## [Your objective]
Please repeat the data exactly. Any picture in it stays out.

## [Data excerpts]
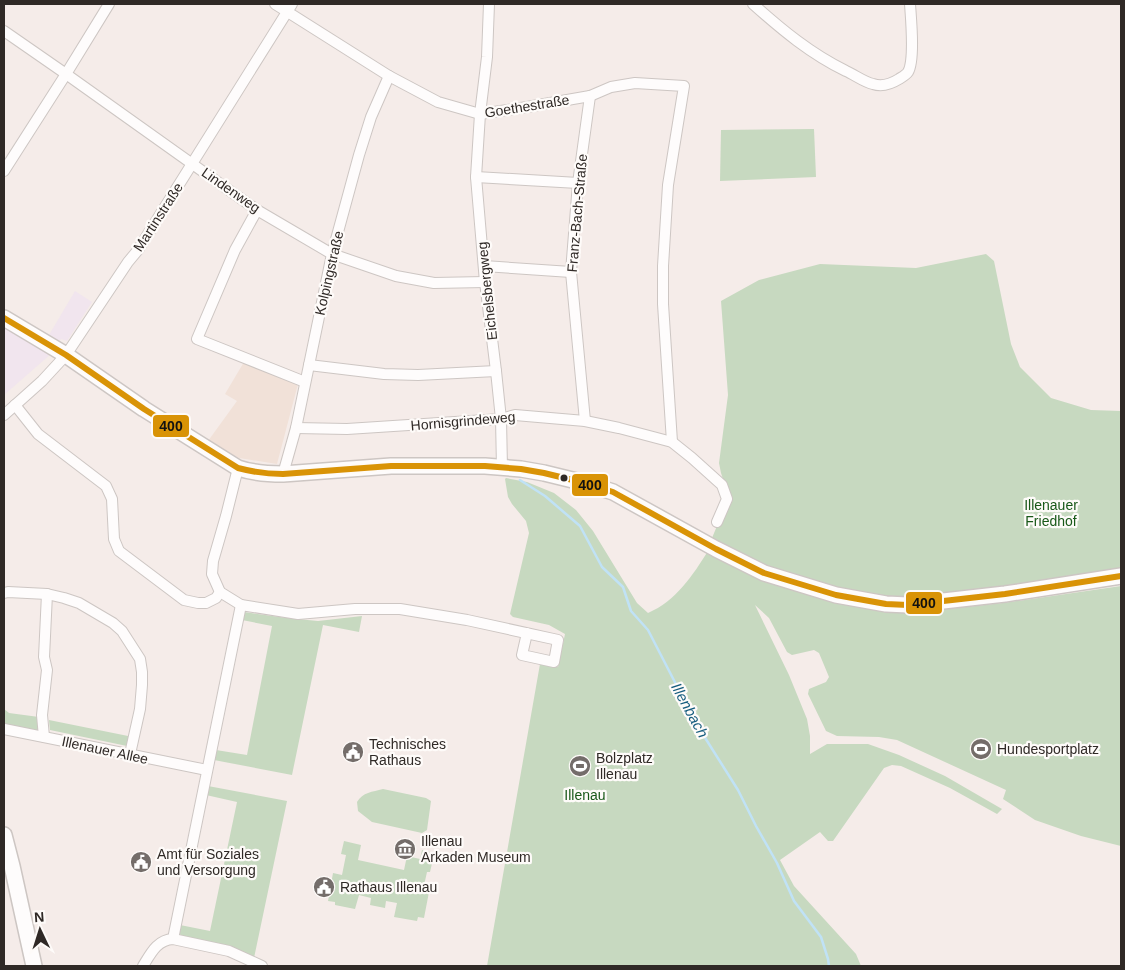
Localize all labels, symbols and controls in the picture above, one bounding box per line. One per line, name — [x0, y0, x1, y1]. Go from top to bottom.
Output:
street label: Goethestraße — [483, 91, 571, 121]
street label: Franz-Bach-Straße — [564, 153, 590, 273]
street label: Lindenweg — [199, 164, 263, 216]
street label: Martinstraße — [130, 180, 186, 254]
street label: Kolpingstraße — [311, 229, 347, 317]
street label: Eichelsbergweg — [474, 241, 500, 341]
street label: Hornisgrindeweg — [410, 408, 516, 434]
line badge: 400 — [152, 414, 190, 438]
text: 400 — [159, 418, 183, 434]
unlabelled marker — [559, 473, 569, 483]
line badge: 400 — [571, 473, 609, 497]
text: 400 — [578, 477, 602, 493]
park label: Illenauer Friedhof — [1024, 497, 1078, 529]
line badge: 400 — [905, 591, 943, 615]
text: 400 — [912, 595, 936, 611]
water label: Illenbach — [668, 680, 712, 740]
street label: Illenauer Allee — [60, 733, 150, 767]
place label: Technisches Rathaus — [369, 736, 446, 768]
sports icon: Hundesportplatz — [969, 737, 993, 761]
public building icon: Technisches Rathaus — [341, 740, 365, 764]
place label: Hundesportplatz — [997, 741, 1099, 757]
place label: Bolzplatz Illenau — [596, 750, 653, 782]
sports icon: Bolzplatz Illenau — [568, 754, 592, 778]
park label: Illenau — [564, 787, 606, 803]
place label: Illenau Arkaden Museum — [421, 833, 531, 865]
museum icon: Illenau Arkaden Museum — [393, 837, 417, 861]
place label: Amt für Soziales und Versorgung — [157, 846, 259, 878]
public building icon: Amt für Soziales und Versorgung — [129, 850, 153, 874]
public building icon: Rathaus Illenau — [312, 875, 336, 899]
place label: Rathaus Illenau — [340, 879, 437, 895]
north arrow — [15, 905, 65, 955]
text: N — [33, 909, 45, 925]

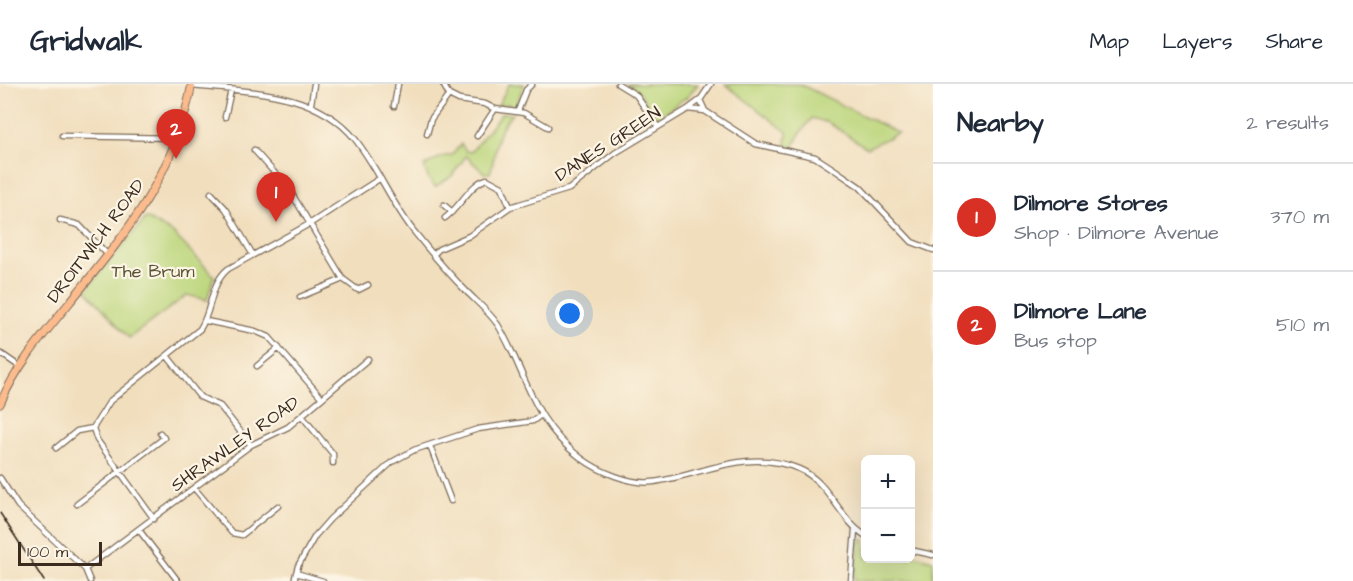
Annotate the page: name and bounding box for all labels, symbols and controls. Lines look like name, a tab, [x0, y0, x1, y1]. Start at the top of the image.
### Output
text: Gridwalk	[30, 22, 142, 61]
text: Map	[1089, 27, 1129, 56]
text: Layers	[1162, 27, 1232, 56]
text: Share	[1265, 27, 1323, 56]
street label: DANES GREEN	[550, 100, 666, 188]
text: Nearby	[957, 105, 1044, 141]
text: 2 results	[1246, 109, 1329, 137]
pin: 2	[156, 110, 195, 159]
pin: 1	[256, 172, 296, 222]
street label: DROITWICH ROAD	[41, 174, 151, 308]
text: Dilmore Stores	[1014, 188, 1168, 219]
text: 1	[975, 203, 978, 231]
text: 370 m	[1270, 203, 1329, 231]
text: Shop · Dilmore Avenue	[1014, 219, 1219, 247]
park label: The Brum	[112, 259, 194, 284]
text: Dilmore Lane	[1014, 296, 1147, 327]
your location	[555, 299, 584, 328]
text: 2	[971, 311, 982, 339]
text: 510 m	[1276, 311, 1329, 339]
text: Bus stop	[1014, 327, 1097, 355]
street label: SHRAWLEY ROAD	[166, 390, 305, 498]
map controls	[861, 455, 915, 563]
button: +	[861, 455, 915, 509]
button: −	[861, 509, 915, 563]
scale bar	[18, 539, 102, 566]
text: 100 m	[27, 541, 68, 563]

## [Task result]
Localize all labels, symbols and controls in the picture above, one bounding box per line. One per line, name — [x0, y0, x1, y1]. Go from top to bottom.
Output:
street label: Goethestraße — [483, 91, 571, 121]
street label: Franz-Bach-Straße — [564, 153, 590, 273]
street label: Lindenweg — [199, 164, 263, 216]
street label: Martinstraße — [130, 180, 186, 254]
street label: Kolpingstraße — [311, 229, 347, 317]
street label: Eichelsbergweg — [474, 241, 500, 341]
street label: Hornisgrindeweg — [410, 408, 516, 434]
line badge: 400 — [152, 414, 190, 438]
text: 400 — [159, 418, 183, 434]
unlabelled marker — [559, 473, 569, 483]
line badge: 400 — [571, 473, 609, 497]
text: 400 — [578, 477, 602, 493]
park label: Illenauer Friedhof — [1024, 497, 1078, 529]
line badge: 400 — [905, 591, 943, 615]
text: 400 — [912, 595, 936, 611]
water label: Illenbach — [668, 680, 712, 740]
street label: Illenauer Allee — [60, 733, 150, 767]
place label: Technisches Rathaus — [369, 736, 446, 768]
sports icon: Hundesportplatz — [969, 737, 993, 761]
public building icon: Technisches Rathaus — [341, 740, 365, 764]
place label: Hundesportplatz — [997, 741, 1099, 757]
place label: Bolzplatz Illenau — [596, 750, 653, 782]
sports icon: Bolzplatz Illenau — [568, 754, 592, 778]
park label: Illenau — [564, 787, 606, 803]
place label: Illenau Arkaden Museum — [421, 833, 531, 865]
museum icon: Illenau Arkaden Museum — [393, 837, 417, 861]
place label: Amt für Soziales und Versorgung — [157, 846, 259, 878]
public building icon: Amt für Soziales und Versorgung — [129, 850, 153, 874]
public building icon: Rathaus Illenau — [312, 875, 336, 899]
place label: Rathaus Illenau — [340, 879, 437, 895]
north arrow — [15, 905, 65, 955]
text: N — [33, 909, 45, 925]

Annotate the page: name and bounding box for all labels, symbols and controls. Lines look like name, a tab, [x0, y0, x1, y1]. Start at the top of the image.
### Output
text: Gridwalk	[30, 22, 142, 61]
text: Map	[1089, 27, 1129, 56]
text: Layers	[1162, 27, 1232, 56]
text: Share	[1265, 27, 1323, 56]
street label: DANES GREEN	[550, 100, 666, 188]
text: Nearby	[957, 105, 1044, 141]
text: 2 results	[1246, 109, 1329, 137]
pin: 2	[156, 110, 195, 159]
pin: 1	[256, 172, 296, 222]
street label: DROITWICH ROAD	[41, 174, 151, 308]
text: Dilmore Stores	[1014, 188, 1168, 219]
text: 1	[975, 203, 978, 231]
text: 370 m	[1270, 203, 1329, 231]
text: Shop · Dilmore Avenue	[1014, 219, 1219, 247]
park label: The Brum	[112, 259, 194, 284]
text: Dilmore Lane	[1014, 296, 1147, 327]
your location	[555, 299, 584, 328]
text: 2	[971, 311, 982, 339]
text: 510 m	[1276, 311, 1329, 339]
text: Bus stop	[1014, 327, 1097, 355]
street label: SHRAWLEY ROAD	[166, 390, 305, 498]
map controls	[861, 455, 915, 563]
button: +	[861, 455, 915, 509]
button: −	[861, 509, 915, 563]
scale bar	[18, 539, 102, 566]
text: 100 m	[27, 541, 68, 563]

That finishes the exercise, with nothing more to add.